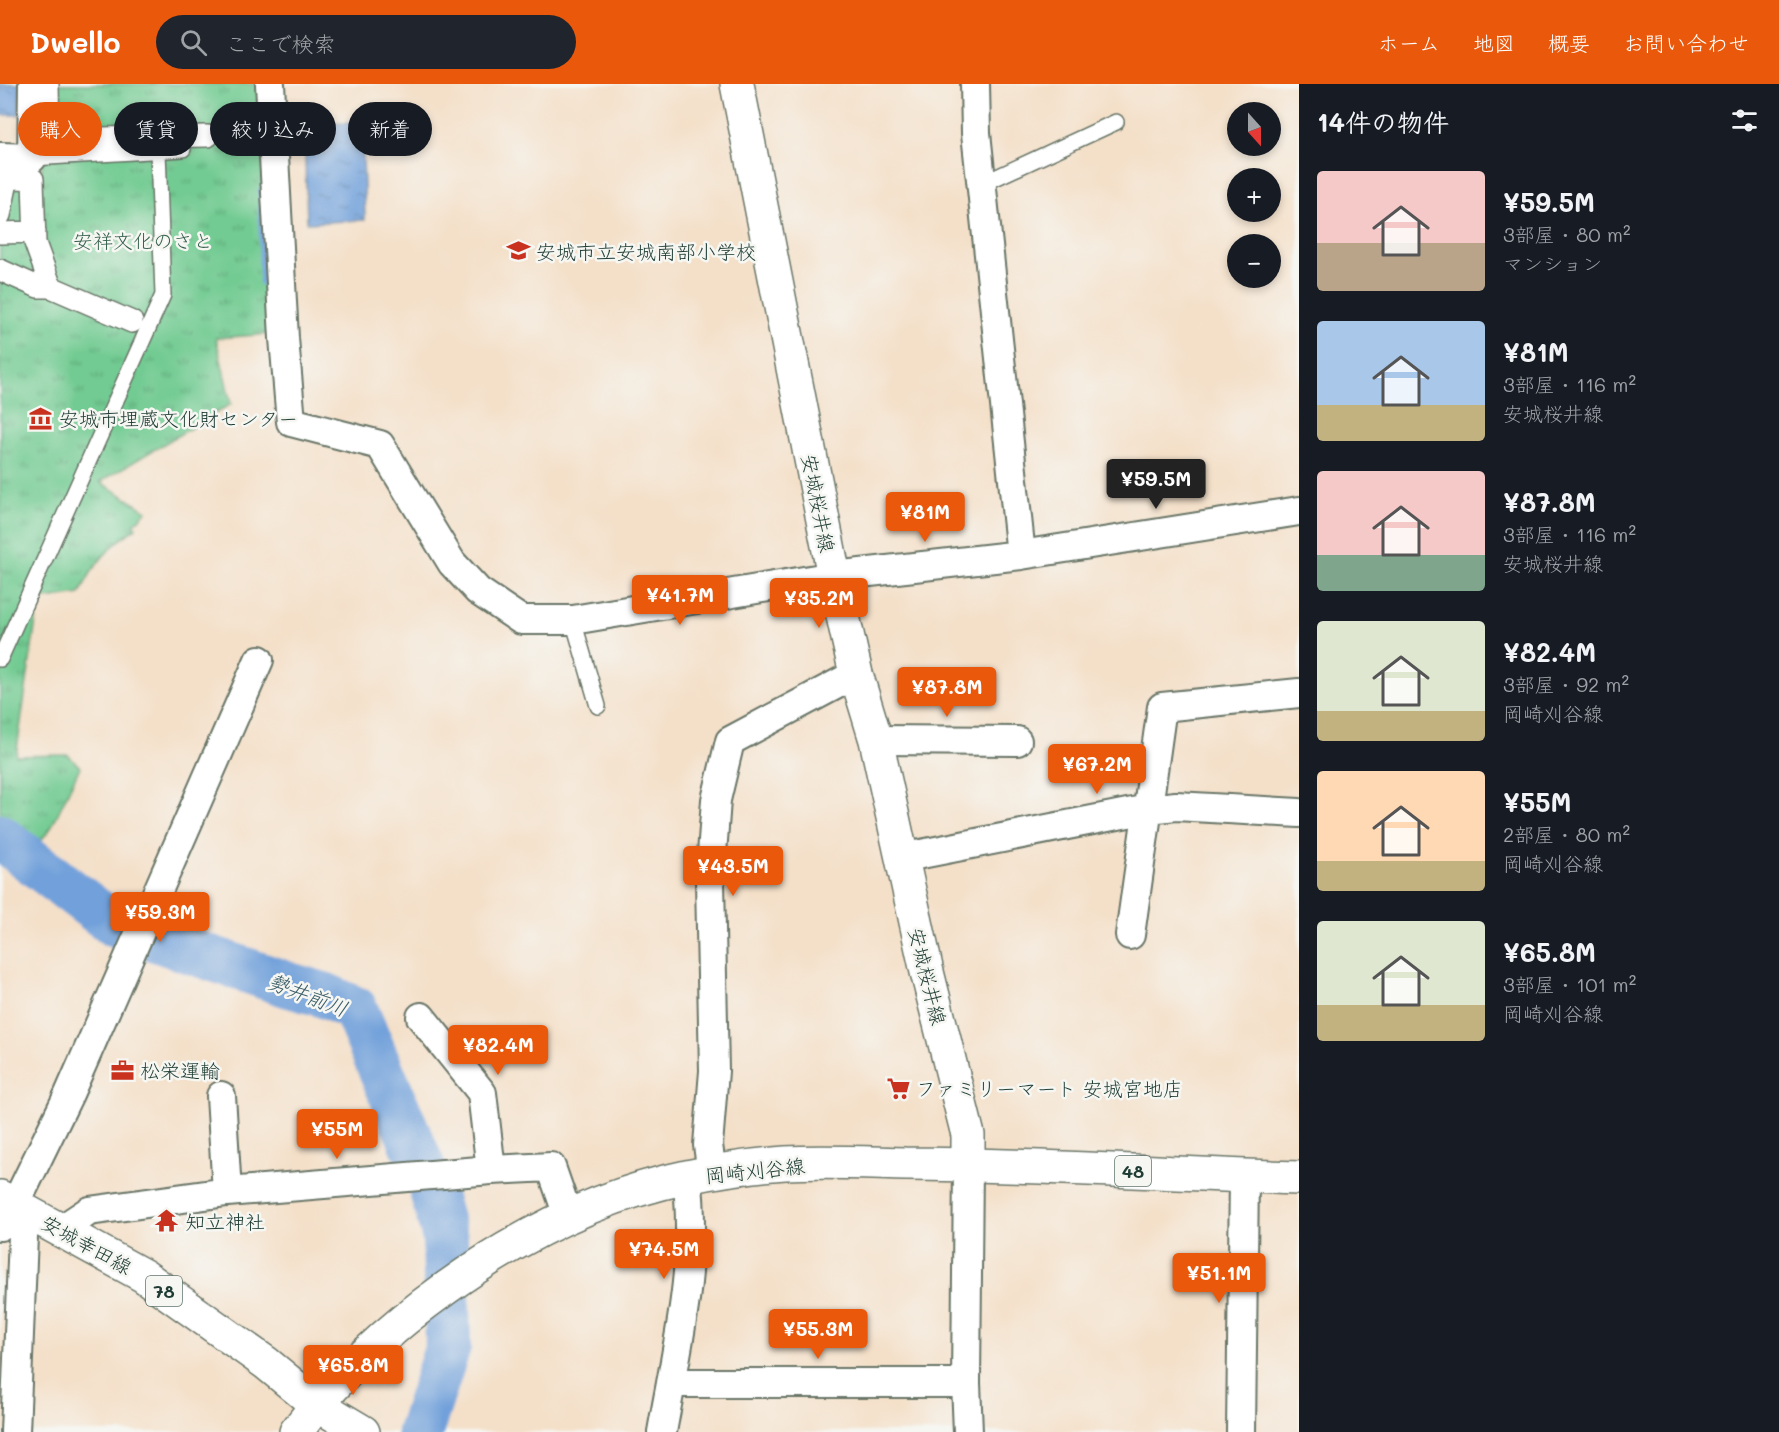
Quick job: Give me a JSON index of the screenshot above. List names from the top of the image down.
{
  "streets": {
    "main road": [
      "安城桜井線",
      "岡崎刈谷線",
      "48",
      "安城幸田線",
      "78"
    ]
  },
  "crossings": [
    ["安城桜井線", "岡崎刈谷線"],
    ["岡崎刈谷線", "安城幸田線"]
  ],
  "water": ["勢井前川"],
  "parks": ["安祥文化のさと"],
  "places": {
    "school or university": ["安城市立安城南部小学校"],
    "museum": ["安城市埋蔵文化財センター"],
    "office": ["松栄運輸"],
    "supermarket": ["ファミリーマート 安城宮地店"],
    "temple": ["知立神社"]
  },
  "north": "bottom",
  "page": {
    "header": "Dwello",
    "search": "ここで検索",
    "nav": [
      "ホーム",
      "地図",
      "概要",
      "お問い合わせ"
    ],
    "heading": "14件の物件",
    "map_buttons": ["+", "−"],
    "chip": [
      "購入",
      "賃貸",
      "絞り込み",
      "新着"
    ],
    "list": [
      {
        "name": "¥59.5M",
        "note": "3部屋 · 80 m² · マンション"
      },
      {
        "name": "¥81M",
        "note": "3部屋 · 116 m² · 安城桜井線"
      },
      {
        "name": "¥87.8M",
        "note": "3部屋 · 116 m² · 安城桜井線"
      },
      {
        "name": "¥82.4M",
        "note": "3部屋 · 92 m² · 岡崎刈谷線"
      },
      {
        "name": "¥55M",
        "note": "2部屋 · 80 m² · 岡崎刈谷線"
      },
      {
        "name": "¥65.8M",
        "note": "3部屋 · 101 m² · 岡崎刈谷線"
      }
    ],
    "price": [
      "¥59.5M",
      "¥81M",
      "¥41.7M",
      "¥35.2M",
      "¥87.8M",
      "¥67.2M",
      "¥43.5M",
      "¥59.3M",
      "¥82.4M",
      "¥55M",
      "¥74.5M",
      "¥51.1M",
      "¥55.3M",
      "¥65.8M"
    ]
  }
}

# # #

**Exercise**
The records above need to be restated word for word, with the pictures left out.

**Written response**
Quick job: Give me a JSON index of the screenshot above. List names from the top of the image down.
{
  "streets": {
    "main road": [
      "安城桜井線",
      "岡崎刈谷線",
      "48",
      "安城幸田線",
      "78"
    ]
  },
  "crossings": [
    ["安城桜井線", "岡崎刈谷線"],
    ["岡崎刈谷線", "安城幸田線"]
  ],
  "water": ["勢井前川"],
  "parks": ["安祥文化のさと"],
  "places": {
    "school or university": ["安城市立安城南部小学校"],
    "museum": ["安城市埋蔵文化財センター"],
    "office": ["松栄運輸"],
    "supermarket": ["ファミリーマート 安城宮地店"],
    "temple": ["知立神社"]
  },
  "north": "bottom",
  "page": {
    "header": "Dwello",
    "search": "ここで検索",
    "nav": [
      "ホーム",
      "地図",
      "概要",
      "お問い合わせ"
    ],
    "heading": "14件の物件",
    "map_buttons": ["+", "−"],
    "chip": [
      "購入",
      "賃貸",
      "絞り込み",
      "新着"
    ],
    "list": [
      {
        "name": "¥59.5M",
        "note": "3部屋 · 80 m² · マンション"
      },
      {
        "name": "¥81M",
        "note": "3部屋 · 116 m² · 安城桜井線"
      },
      {
        "name": "¥87.8M",
        "note": "3部屋 · 116 m² · 安城桜井線"
      },
      {
        "name": "¥82.4M",
        "note": "3部屋 · 92 m² · 岡崎刈谷線"
      },
      {
        "name": "¥55M",
        "note": "2部屋 · 80 m² · 岡崎刈谷線"
      },
      {
        "name": "¥65.8M",
        "note": "3部屋 · 101 m² · 岡崎刈谷線"
      }
    ],
    "price": [
      "¥59.5M",
      "¥81M",
      "¥41.7M",
      "¥35.2M",
      "¥87.8M",
      "¥67.2M",
      "¥43.5M",
      "¥59.3M",
      "¥82.4M",
      "¥55M",
      "¥74.5M",
      "¥51.1M",
      "¥55.3M",
      "¥65.8M"
    ]
  }
}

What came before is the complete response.